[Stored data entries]

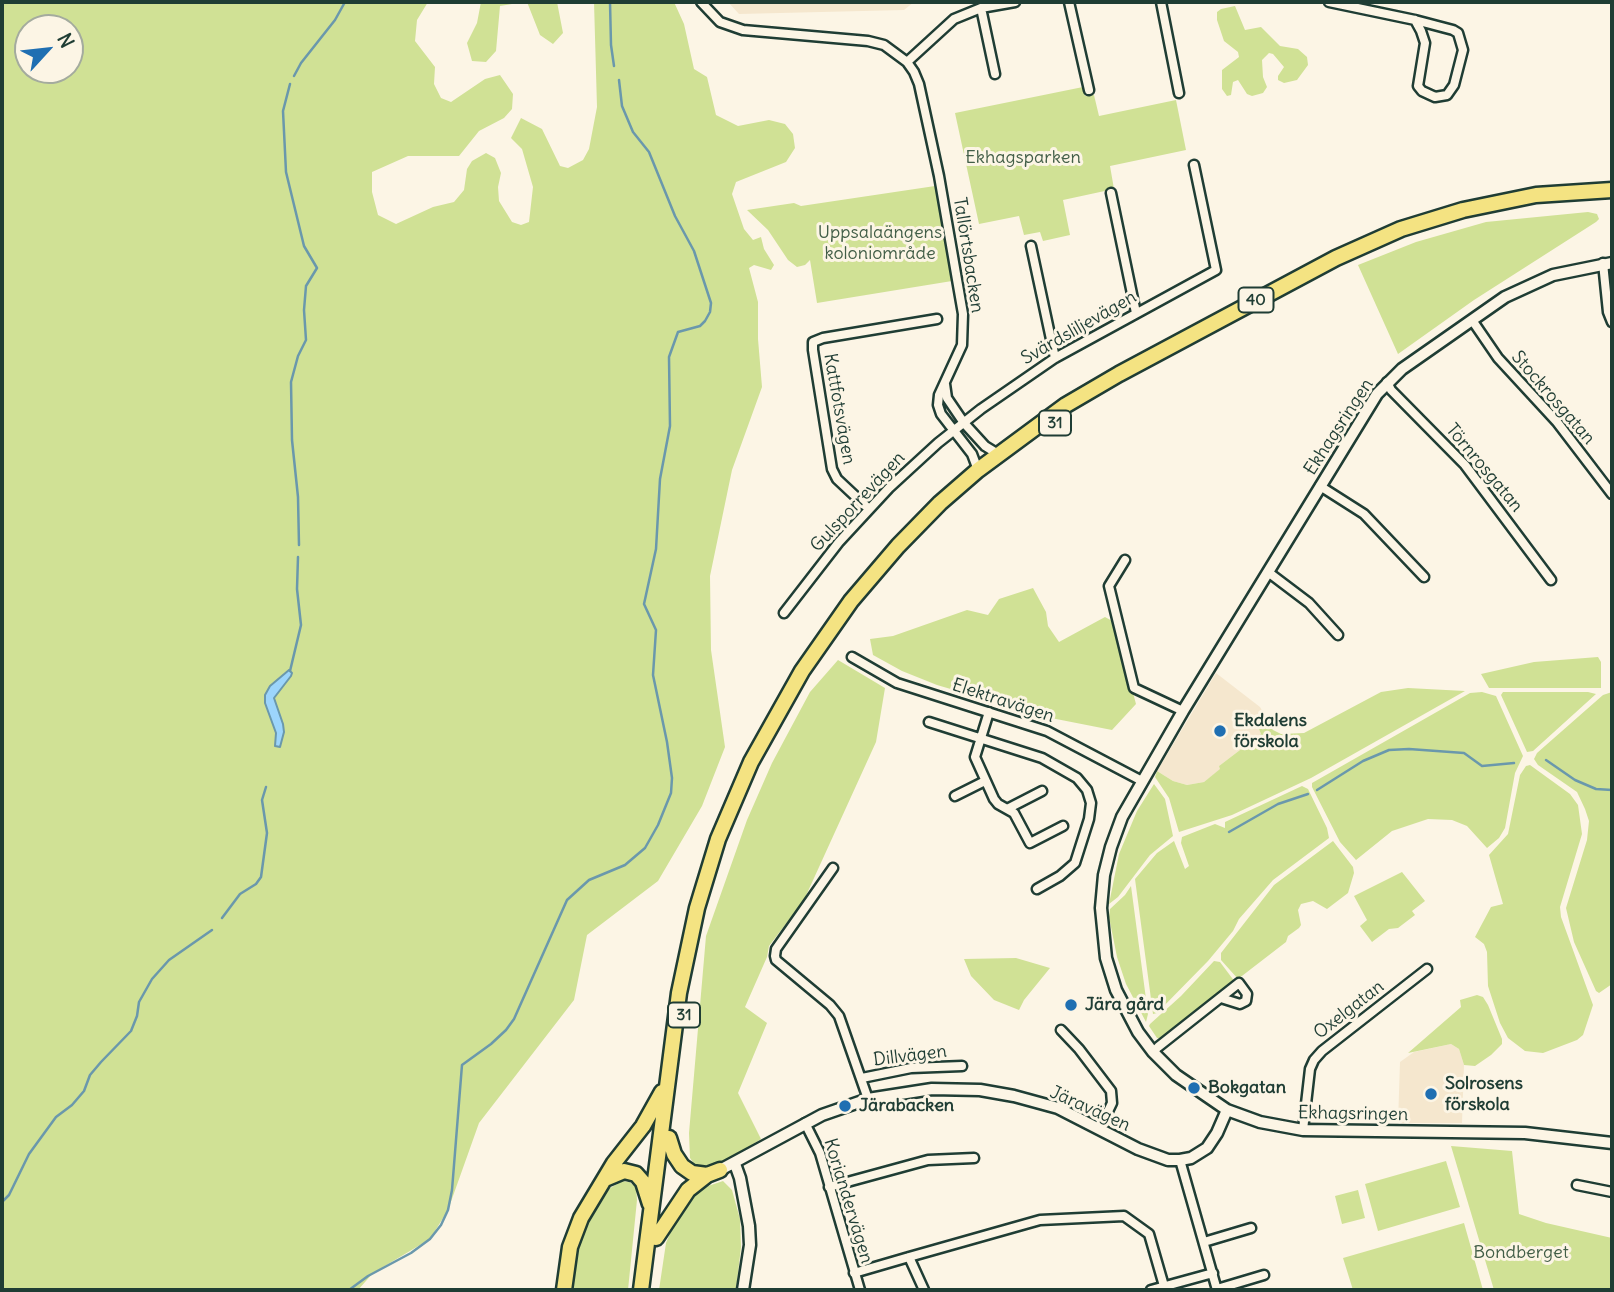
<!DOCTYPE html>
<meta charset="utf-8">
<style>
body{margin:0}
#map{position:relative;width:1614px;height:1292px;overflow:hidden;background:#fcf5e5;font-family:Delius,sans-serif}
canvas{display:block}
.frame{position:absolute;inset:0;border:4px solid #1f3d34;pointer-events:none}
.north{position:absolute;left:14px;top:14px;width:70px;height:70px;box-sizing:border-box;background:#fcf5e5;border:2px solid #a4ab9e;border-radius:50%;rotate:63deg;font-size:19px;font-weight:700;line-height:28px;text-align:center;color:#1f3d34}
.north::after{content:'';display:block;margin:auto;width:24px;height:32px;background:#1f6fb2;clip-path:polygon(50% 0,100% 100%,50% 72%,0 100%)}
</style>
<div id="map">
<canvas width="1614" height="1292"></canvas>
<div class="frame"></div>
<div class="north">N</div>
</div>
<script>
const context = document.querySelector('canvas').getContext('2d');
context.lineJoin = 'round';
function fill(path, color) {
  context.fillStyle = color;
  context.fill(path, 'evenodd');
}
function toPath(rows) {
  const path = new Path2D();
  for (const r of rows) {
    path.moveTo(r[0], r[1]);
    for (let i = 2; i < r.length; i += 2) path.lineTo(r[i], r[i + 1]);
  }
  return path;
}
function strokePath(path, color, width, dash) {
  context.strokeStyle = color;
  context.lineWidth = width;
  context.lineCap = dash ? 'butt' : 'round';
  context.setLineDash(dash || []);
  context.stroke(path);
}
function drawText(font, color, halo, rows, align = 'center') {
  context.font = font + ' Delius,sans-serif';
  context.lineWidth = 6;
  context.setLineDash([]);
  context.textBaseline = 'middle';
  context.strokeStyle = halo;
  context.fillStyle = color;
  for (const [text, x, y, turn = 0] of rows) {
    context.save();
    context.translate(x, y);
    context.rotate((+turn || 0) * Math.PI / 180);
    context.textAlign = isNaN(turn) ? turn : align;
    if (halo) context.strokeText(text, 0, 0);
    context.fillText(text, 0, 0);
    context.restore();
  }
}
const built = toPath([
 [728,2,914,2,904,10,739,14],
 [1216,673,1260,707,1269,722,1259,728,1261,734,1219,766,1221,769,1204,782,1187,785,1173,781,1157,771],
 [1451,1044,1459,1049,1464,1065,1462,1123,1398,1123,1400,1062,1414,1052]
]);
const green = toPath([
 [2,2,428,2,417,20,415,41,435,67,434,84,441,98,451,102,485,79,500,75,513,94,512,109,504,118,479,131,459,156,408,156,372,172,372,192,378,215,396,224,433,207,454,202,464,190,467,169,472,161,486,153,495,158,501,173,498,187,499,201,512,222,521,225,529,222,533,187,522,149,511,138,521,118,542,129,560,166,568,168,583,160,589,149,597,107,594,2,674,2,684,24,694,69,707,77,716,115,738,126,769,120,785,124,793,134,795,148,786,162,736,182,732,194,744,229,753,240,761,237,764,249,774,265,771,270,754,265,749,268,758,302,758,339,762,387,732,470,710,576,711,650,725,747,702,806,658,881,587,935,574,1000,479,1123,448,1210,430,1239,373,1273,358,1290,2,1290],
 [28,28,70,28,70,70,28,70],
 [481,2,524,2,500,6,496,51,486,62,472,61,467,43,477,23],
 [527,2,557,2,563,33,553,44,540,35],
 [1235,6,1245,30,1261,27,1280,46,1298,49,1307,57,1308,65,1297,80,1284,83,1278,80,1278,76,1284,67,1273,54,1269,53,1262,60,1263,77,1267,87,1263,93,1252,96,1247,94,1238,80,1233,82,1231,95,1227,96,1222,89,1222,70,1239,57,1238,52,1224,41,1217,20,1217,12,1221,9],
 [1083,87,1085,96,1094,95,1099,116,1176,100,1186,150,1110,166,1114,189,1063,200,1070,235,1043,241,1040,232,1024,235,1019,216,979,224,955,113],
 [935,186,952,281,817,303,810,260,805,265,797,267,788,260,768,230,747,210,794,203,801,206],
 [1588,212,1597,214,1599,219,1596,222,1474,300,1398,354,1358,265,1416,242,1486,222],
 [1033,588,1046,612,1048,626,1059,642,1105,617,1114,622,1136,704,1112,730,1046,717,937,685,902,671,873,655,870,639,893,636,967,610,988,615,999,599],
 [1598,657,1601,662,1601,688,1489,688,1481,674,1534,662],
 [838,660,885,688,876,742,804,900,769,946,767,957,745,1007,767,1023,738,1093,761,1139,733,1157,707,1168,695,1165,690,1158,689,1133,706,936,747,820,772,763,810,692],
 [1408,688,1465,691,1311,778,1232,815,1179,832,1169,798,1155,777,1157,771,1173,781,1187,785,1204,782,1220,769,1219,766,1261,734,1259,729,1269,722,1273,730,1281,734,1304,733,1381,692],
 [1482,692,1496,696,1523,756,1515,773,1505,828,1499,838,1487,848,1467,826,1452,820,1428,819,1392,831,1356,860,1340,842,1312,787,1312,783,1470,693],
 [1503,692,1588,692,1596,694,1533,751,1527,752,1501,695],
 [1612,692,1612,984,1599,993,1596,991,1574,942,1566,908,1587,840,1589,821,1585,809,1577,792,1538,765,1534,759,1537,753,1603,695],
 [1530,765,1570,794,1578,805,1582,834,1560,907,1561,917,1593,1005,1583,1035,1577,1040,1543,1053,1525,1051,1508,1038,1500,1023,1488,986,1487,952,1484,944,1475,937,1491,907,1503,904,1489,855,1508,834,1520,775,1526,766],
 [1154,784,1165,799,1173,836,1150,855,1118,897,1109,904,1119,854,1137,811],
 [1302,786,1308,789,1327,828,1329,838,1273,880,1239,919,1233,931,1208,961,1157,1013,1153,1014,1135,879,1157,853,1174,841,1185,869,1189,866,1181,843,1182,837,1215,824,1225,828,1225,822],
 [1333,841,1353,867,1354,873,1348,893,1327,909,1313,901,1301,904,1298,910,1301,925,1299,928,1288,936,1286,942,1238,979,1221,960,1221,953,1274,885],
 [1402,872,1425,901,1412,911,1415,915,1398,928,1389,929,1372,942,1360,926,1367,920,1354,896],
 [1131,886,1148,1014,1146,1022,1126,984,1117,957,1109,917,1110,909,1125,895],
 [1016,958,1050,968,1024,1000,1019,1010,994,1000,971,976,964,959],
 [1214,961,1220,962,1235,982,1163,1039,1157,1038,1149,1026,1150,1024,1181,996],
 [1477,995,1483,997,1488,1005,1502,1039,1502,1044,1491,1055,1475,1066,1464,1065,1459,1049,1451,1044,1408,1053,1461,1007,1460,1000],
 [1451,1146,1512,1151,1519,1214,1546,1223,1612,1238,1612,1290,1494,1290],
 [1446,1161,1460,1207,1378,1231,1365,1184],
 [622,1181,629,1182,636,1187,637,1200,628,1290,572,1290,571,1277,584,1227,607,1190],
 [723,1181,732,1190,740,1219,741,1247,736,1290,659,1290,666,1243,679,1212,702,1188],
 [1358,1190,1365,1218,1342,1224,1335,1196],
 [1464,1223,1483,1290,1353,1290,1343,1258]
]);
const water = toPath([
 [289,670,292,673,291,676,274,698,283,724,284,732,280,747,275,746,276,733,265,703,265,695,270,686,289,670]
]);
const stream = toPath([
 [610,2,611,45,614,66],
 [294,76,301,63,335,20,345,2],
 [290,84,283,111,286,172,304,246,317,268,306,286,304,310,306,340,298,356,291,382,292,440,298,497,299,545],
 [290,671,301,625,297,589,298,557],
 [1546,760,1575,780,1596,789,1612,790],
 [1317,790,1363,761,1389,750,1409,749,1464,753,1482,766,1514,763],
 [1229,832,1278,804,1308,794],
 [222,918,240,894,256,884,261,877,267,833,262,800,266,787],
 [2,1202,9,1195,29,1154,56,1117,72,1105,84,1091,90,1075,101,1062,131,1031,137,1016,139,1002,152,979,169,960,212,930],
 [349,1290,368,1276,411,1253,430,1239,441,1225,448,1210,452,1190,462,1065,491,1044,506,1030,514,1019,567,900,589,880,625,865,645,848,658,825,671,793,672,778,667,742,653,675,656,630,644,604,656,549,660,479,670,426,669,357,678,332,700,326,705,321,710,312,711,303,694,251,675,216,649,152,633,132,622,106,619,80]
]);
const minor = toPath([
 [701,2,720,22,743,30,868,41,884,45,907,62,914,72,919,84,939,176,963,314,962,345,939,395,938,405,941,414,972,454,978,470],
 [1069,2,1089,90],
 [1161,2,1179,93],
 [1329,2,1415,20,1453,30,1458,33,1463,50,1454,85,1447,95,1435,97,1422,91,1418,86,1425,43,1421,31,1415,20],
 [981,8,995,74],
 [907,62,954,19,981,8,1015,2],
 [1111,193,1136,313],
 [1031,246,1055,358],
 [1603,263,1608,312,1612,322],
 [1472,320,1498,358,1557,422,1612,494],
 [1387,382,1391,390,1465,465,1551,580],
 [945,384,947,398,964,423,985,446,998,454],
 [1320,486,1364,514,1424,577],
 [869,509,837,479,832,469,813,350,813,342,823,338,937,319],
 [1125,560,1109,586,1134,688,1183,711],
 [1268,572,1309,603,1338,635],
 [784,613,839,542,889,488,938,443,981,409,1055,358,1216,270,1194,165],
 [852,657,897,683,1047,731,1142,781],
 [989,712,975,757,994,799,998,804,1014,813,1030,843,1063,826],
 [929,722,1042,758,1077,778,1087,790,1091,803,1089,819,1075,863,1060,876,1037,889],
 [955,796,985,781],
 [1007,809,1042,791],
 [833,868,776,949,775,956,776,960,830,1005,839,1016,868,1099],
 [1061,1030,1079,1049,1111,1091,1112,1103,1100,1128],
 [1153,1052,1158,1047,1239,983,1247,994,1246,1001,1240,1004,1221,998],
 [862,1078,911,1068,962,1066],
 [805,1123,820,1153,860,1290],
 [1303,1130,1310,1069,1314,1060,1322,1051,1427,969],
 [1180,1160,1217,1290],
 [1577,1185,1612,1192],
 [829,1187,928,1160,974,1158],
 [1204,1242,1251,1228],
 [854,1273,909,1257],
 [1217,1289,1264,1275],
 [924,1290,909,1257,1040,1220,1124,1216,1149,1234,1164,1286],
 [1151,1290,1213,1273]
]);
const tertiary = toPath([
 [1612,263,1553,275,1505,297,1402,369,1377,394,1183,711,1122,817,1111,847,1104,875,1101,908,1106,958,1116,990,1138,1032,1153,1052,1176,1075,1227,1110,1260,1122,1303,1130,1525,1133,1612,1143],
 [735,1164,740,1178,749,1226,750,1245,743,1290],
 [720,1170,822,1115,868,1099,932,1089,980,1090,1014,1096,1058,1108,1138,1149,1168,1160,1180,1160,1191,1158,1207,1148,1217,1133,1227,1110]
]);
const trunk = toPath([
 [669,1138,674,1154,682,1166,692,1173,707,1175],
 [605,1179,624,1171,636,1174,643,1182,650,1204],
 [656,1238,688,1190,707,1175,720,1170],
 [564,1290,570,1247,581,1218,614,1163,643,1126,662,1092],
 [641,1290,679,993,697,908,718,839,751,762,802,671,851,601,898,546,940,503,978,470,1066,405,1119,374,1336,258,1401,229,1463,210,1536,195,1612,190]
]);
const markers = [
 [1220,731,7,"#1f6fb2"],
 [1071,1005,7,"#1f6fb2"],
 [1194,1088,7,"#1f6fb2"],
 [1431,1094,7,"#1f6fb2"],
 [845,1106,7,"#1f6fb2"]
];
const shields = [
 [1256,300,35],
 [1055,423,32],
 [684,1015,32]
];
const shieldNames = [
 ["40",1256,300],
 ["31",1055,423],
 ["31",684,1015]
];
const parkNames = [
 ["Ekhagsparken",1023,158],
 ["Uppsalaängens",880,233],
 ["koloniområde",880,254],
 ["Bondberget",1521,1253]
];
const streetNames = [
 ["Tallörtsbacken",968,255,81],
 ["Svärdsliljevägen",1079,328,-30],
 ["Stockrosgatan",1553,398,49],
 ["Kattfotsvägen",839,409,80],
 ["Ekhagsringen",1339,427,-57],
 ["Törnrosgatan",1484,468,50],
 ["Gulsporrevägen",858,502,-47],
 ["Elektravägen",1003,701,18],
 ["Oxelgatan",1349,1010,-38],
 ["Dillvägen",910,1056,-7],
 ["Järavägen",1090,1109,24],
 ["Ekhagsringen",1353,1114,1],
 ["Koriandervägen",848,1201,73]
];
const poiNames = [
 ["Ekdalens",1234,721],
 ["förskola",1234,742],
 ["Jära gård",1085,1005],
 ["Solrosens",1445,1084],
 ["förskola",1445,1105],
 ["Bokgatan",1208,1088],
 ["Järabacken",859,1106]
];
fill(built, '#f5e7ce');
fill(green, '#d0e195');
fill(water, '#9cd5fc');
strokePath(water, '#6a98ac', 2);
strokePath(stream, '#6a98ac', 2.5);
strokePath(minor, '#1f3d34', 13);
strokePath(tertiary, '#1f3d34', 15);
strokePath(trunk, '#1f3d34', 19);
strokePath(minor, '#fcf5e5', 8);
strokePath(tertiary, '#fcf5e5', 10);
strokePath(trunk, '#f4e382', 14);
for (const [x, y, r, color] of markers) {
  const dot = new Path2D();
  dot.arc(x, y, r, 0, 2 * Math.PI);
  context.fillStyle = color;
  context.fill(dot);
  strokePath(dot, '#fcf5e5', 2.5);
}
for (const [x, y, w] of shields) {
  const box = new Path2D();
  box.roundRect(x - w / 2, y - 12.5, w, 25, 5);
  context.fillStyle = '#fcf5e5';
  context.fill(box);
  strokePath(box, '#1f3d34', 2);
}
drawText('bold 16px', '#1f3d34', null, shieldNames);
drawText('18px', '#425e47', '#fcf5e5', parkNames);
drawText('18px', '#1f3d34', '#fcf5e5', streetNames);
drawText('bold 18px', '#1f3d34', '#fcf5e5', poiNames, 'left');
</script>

## What to produce
Check every line above for the string "lineWidth" and copy those that have it.

## Output of the exercise
  context.lineWidth = width;
  context.lineWidth = 6;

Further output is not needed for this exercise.